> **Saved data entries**

········

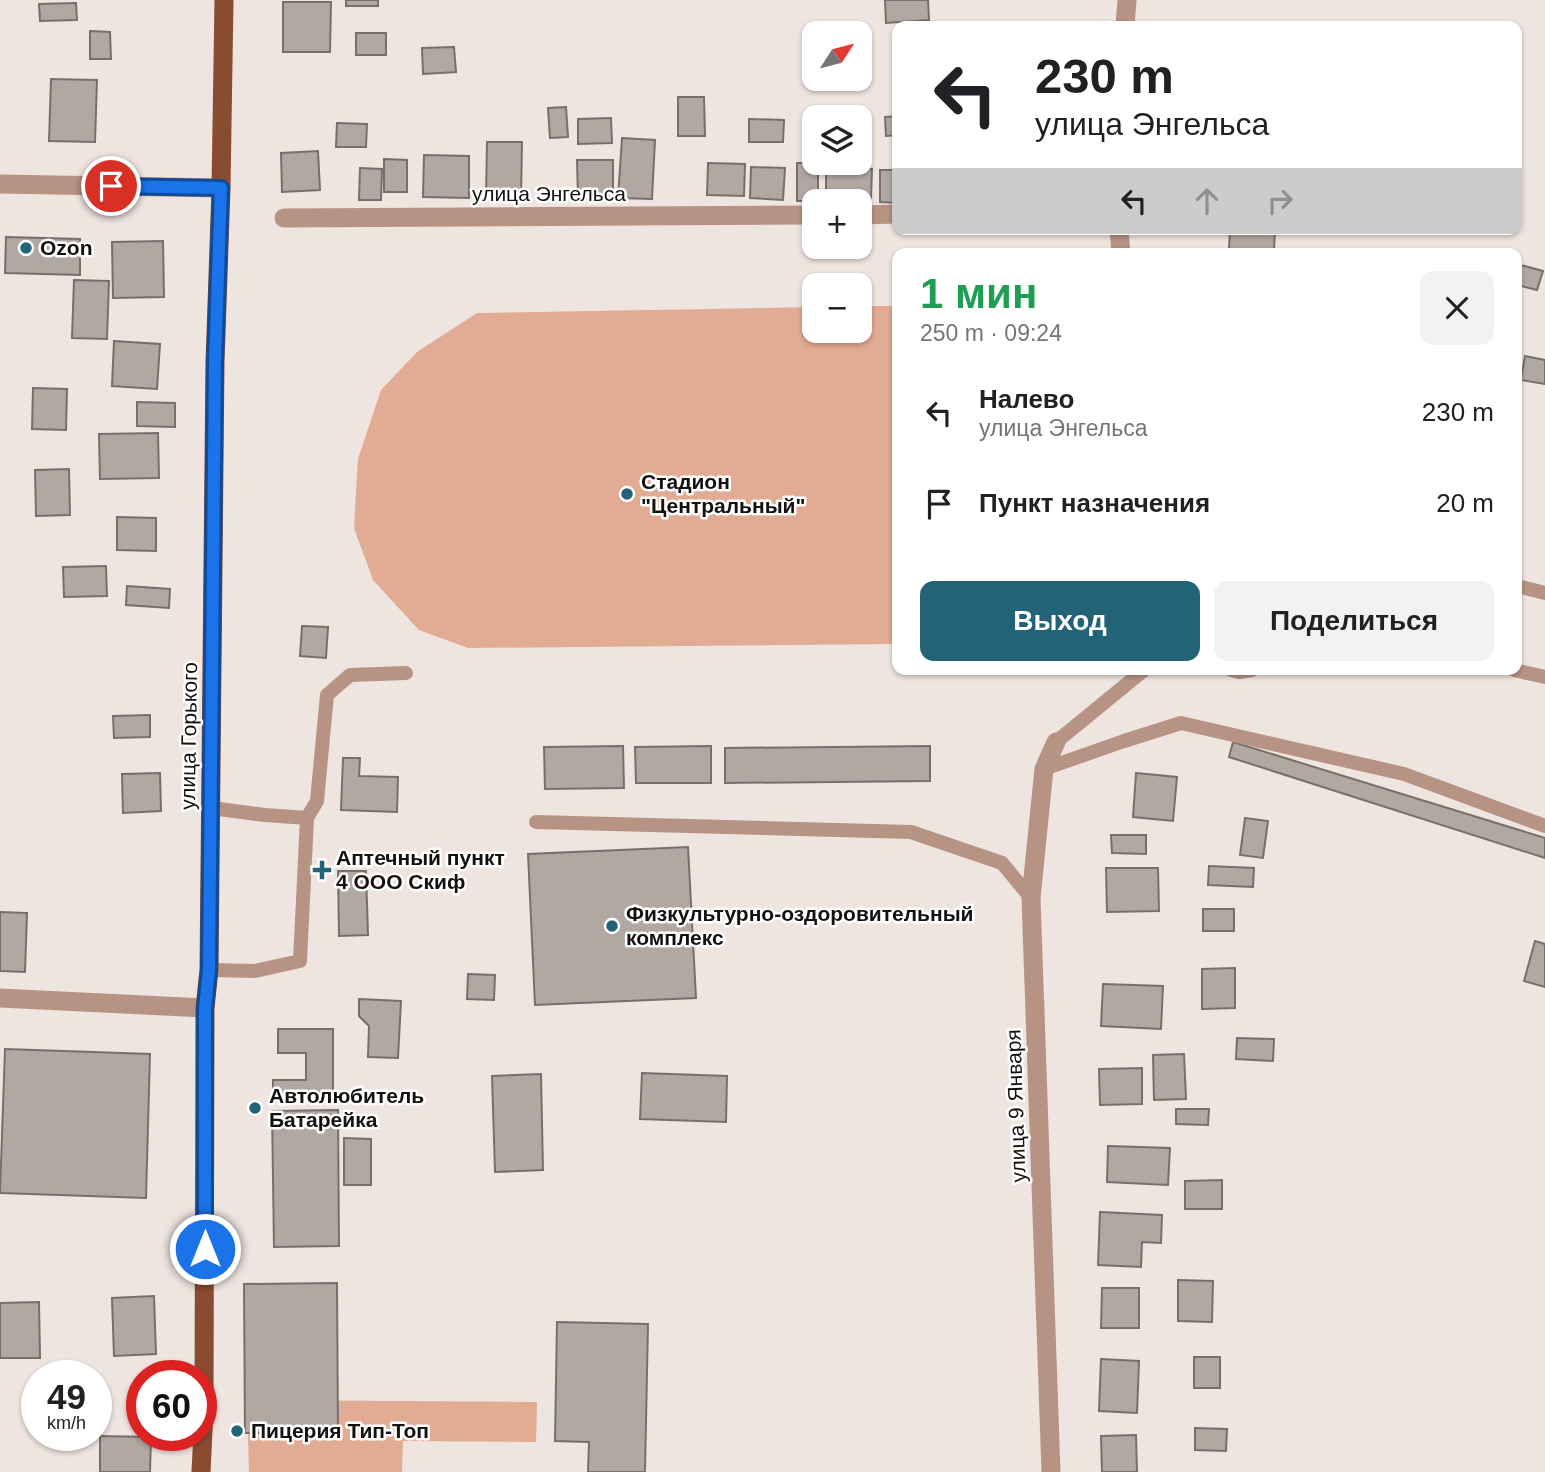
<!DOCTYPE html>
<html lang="ru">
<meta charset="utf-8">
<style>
:root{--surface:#fff;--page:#f2f2f2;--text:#202124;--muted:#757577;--accent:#236378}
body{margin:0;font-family:Helvetica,sans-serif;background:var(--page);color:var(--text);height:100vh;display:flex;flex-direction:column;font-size:26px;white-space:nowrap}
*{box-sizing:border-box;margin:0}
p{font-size:23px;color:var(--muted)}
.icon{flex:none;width:38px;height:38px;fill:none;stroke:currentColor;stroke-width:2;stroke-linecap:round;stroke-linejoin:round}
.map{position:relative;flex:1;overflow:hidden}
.details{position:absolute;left:892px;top:248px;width:630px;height:427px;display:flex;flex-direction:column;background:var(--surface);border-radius:14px;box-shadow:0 2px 5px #0004}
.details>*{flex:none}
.hud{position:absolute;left:892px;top:21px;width:630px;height:214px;border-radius:14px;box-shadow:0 2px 5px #0004;background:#fff;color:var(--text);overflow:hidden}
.needle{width:46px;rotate:54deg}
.fabs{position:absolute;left:802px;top:21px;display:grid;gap:14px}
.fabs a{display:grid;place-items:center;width:70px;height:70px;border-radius:14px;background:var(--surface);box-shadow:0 2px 5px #0004;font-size:35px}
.speed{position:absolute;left:21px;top:1360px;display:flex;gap:14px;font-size:35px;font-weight:700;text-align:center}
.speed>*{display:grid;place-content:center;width:91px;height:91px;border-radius:50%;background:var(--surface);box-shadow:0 2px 5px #0004;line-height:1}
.speed small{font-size:18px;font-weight:400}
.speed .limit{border:10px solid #d22;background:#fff;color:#111}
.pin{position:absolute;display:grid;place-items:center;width:60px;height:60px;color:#fff;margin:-30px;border:4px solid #fff;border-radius:50%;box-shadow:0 2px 7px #0007}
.me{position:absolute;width:77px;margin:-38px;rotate:0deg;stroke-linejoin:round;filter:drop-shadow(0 0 5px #0008)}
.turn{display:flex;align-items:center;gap:24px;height:147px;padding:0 28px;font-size:32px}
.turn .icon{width:91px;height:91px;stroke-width:2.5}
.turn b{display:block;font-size:49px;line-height:60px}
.lanes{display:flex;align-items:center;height:66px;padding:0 28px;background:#0003;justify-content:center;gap:35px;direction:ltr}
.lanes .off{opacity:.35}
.round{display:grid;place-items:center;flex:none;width:74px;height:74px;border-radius:14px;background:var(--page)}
.headline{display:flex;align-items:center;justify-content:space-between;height:119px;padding:0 28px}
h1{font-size:42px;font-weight:700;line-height:52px;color:#1e9e55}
.cta{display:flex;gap:14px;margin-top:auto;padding:14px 28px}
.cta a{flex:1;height:80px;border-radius:14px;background:var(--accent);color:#fff;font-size:28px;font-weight:700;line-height:80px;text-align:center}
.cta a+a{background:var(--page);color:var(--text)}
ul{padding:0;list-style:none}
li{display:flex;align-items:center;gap:21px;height:91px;padding:0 28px}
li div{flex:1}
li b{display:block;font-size:26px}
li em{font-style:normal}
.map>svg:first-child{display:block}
.green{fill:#e2ab93}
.building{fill:#b1a8a4;stroke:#786f6b;stroke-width:2}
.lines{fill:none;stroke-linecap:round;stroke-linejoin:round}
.service{stroke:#b79384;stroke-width:14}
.minor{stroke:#b79384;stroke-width:19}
.primary{stroke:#894c31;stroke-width:19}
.route-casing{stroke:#114b97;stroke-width:18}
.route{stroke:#1a73e8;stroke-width:12}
.poi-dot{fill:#236378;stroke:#fff;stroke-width:2.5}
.labels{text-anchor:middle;stroke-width:5;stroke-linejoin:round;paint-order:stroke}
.street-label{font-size:21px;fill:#14110f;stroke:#fff}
.poi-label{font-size:21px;font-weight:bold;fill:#14110f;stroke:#fff;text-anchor:start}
</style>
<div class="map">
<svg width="1545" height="1472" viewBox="0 0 1545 1472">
<rect width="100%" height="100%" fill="#eee4e0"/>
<g class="green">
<path d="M859 306H898V644L468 648 419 630 373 580 354 528 358 459 381 390 417 352 477 313 814 307V331H859Z"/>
<path d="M247 1400 537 1402 536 1442 403 1441 402 1472H249Z"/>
</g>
<g class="building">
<rect x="346" y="0" width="32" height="6"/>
<path d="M885 0H928L929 20 886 23Z"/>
<path d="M283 2H331L330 52H283Z"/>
<path d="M76 3 77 20 40 21 39 4Z"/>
<path d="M1010 24V26H971Z"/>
<path d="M90 31 110 32 111 59H90Z"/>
<rect x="356" y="33" width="30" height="22"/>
<path d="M454 47 456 72 423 74 422 48Z"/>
<path d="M51 79 97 80 95 142 49 141Z"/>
<path d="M678 97H704L705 136H678Z"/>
<path d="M566 107 568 137 550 138 548 108Z"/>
<path d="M869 115 871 137H859V117H838Z"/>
<path d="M898 116V135L886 136 885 117Z"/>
<path d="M611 118 612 143 578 144V119Z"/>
<path d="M749 119 784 120 783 142H749Z"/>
<path d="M337 123 367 124 366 147H336Z"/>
<path d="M622 138 655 140 652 199 618 198Z"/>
<path d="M487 142H522L521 198 486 197Z"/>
<path d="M318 151 320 190 282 192 281 153Z"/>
<path d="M424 155 469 156V198L423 197Z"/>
<path d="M384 159 407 160V192H384Z"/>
<path d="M577 160H613V199H578Z"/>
<path d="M708 163 745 164 744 196 707 195Z"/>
<rect x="797" y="163" width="21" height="38"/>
<path d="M751 167 785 168 783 200 750 198Z"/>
<path d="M826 167 872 169 871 200 826 199Z"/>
<path d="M360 168 382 169 381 200H359Z"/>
<path d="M880 170H898V203L880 202Z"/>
<path d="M1230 229H1275L1274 251 1229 249Z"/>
<path d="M6 237 80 239V275L5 273Z"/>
<path d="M163 241 164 297 113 298 112 242Z"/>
<path d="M1517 264 1543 271 1537 290 1517 285Z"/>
<path d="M74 280 109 281 107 339 72 338Z"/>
<path d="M114 341 160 344 157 389 112 386Z"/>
<path d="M1525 356 1545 360V384L1521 380Z"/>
<path d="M33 388 67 389 66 430 32 429Z"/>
<path d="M137 402 175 403V427L137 426Z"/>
<path d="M158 433 159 478 100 479 99 434Z"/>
<path d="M69 469 70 515 36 516 35 470Z"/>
<path d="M117 517 156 518V551L117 550Z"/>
<path d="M106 566 107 596 64 597 63 567Z"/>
<path d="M127 586 170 589 169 608 126 605Z"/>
<path d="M302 626 328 627 326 658 300 656Z"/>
<path d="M150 715V737L114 738 113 716Z"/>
<path d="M1233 742 1545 838V858L1229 757Z"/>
<path d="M623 746 624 788 545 789 544 747Z"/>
<path d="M711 746V783H636L635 747Z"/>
<path d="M930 746V781L725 783V748Z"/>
<path d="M343 758H360L359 776 398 777 397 812 341 810Z"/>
<path d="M160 773 161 811 123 813 122 774Z"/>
<path d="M1136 773 1177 777 1173 821 1133 817Z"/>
<path d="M1245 818 1268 821 1263 858 1240 855Z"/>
<path d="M1111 835H1146V854L1112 853Z"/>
<path d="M688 847 696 998 535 1005 528 854Z"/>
<path d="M1209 866 1254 868 1253 887 1208 885Z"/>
<path d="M1106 868H1158L1159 911 1107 912Z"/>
<path d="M338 871H366L368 935 339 936Z"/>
<rect x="1203" y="909" width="31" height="22"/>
<path d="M0 912 27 913 25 972 0 971Z"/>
<path d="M1535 941 1545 944V987L1524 981Z"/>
<path d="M1235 968V1008L1202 1009V969Z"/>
<path d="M468 974 495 975 494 1000 467 999Z"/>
<path d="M1103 984 1163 986 1161 1029 1101 1026Z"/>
<path d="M359 999 401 1001 398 1058 368 1057 369 1026 359 1016Z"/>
<path d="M278 1029H333V1097L273 1098V1080H306V1053H278Z"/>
<path d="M1237 1038 1274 1039 1273 1061 1236 1059Z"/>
<path d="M5 1049 150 1054 146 1198 0 1193Z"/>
<path d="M1184 1054 1186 1099 1154 1100 1153 1055Z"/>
<path d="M1142 1068V1104L1100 1105 1099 1069Z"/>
<path d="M642 1073 727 1076 726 1122 640 1119Z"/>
<path d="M541 1074 543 1170 495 1172 492 1076Z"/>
<path d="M1176 1109H1209L1208 1125 1176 1124Z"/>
<path d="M338 1110 339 1246 274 1247 272 1111Z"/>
<path d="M344 1138 371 1139V1185H344Z"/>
<path d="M1108 1146 1170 1148 1168 1185 1107 1182Z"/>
<path d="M1222 1180V1209H1185V1181Z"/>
<path d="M1100 1212 1162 1215 1161 1243 1142 1242 1141 1267 1098 1265Z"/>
<path d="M1178 1280 1213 1281 1212 1322 1178 1321Z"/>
<path d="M337 1283 338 1433H245L244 1284Z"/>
<path d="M1102 1288H1139V1328H1101Z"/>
<path d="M154 1296 156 1354 114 1356 112 1298Z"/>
<path d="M39 1302 40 1358H0V1303Z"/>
<path d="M557 1322 648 1324 645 1472H588L589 1442 555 1441Z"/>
<rect x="1194" y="1357" width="26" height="31"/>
<path d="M1101 1359 1139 1361 1137 1413 1099 1411Z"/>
<path d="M1195 1428 1227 1429 1226 1451 1195 1450Z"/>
<path d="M1136 1435 1137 1472H1102L1101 1436Z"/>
<path d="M100 1436 151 1437 150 1472H100Z"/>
</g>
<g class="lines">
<g class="service">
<path d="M1517 586 1545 593"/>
<path d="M1231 670 1239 672 1252 670"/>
<path d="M1514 670 1545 677"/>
<path d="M1056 742 1144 670"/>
<path d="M1044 769 1124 741 1181 723 1404 774 1545 826"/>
<path d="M307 818 317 801 327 695 350 675 406 673"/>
<path d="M536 822 911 832 1002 863 1031 898"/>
<path d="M209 970 255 971 300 961 307 818 265 815 211 808"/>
</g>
<g class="minor">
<path d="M1125 26 1127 0"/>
<path d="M0 184 221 188"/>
<path d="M859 215 898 214"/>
<path d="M284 218 814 215"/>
<path d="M1119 229 1121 254"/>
<path d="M0 998 205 1008"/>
<path d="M1051 1472 1031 898 1044 769 1056 742"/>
</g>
<path class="primary" d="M201 1472 204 1410 205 1008 209 970 215 362 221 188 224 0"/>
</g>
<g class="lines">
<g class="route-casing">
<path id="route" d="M111 186 221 188 215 362 209 970 205 1008V1249"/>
</g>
<use href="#route" class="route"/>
</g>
<g class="poi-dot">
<circle cx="26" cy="248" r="7"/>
<circle cx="627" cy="494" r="7"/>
<path d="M318.5 859.5h7v7h7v7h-7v7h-7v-7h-7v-7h7z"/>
<circle cx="612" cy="926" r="7"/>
<circle cx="255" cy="1108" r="7"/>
<circle cx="237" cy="1431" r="7"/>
</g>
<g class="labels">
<g class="street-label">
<text x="549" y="201">улица Энгельса</text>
<text transform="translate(189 736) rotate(-89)" y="7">улица Горького</text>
<text transform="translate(1016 1106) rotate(-92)" y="7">улица 9 Января</text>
</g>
<g class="poi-label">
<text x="40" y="255">Ozon</text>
<text x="641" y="489">Стадион<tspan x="641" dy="24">"Центральный"</tspan></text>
<text x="336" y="865">Аптечный пункт<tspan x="336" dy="24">4 ООО Скиф</tspan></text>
<text x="626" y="921">Физкультурно-оздоровительный<tspan x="626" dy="24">комплекс</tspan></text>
<text x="269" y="1103">Автолюбитель<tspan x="269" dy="24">Батарейка</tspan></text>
<text x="251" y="1438">Пицерия Тип-Топ</text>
</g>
</g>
</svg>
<div class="fabs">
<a><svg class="needle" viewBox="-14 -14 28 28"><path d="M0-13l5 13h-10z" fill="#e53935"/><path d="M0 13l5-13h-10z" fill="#757577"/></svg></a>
<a><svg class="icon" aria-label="layers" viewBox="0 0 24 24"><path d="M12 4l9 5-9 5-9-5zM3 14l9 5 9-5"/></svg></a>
<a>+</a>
<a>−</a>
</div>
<div class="speed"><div>49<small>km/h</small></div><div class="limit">60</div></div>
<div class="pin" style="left:111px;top:186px;background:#d93025"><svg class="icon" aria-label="arrive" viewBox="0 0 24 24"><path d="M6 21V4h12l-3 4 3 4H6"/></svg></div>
<svg class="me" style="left:205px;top:1249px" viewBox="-20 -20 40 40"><circle r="17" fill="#1a73e8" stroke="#fff" stroke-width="3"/><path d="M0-11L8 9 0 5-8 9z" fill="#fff"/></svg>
<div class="hud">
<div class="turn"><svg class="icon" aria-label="left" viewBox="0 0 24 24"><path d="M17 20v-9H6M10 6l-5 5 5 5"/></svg><div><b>230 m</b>улица Энгельса</div></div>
<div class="lanes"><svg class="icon" aria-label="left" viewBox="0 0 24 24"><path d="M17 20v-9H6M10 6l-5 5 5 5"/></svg><svg class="icon off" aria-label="ahead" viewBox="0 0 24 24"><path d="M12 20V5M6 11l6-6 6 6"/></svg><svg class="icon off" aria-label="right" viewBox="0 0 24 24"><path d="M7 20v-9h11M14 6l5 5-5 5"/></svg></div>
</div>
<section class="details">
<div class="headline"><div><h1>1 мин</h1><p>250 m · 09:24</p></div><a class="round"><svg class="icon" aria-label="close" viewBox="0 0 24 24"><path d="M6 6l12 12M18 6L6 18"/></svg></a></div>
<ul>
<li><svg class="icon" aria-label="left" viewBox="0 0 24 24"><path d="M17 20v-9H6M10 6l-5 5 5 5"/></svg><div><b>Налево</b><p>улица Энгельса</p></div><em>230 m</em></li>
<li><svg class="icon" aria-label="arrive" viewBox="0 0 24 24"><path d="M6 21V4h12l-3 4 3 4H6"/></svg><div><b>Пункт назначения</b></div><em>20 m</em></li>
</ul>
<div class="cta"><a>Выход</a><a>Поделиться</a></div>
</section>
</div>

········

> **WORK TASK**
Using the entries above, count the lines that have the string "small" in them. Answer with that number only.

> **WRITTEN SOLUTION**
2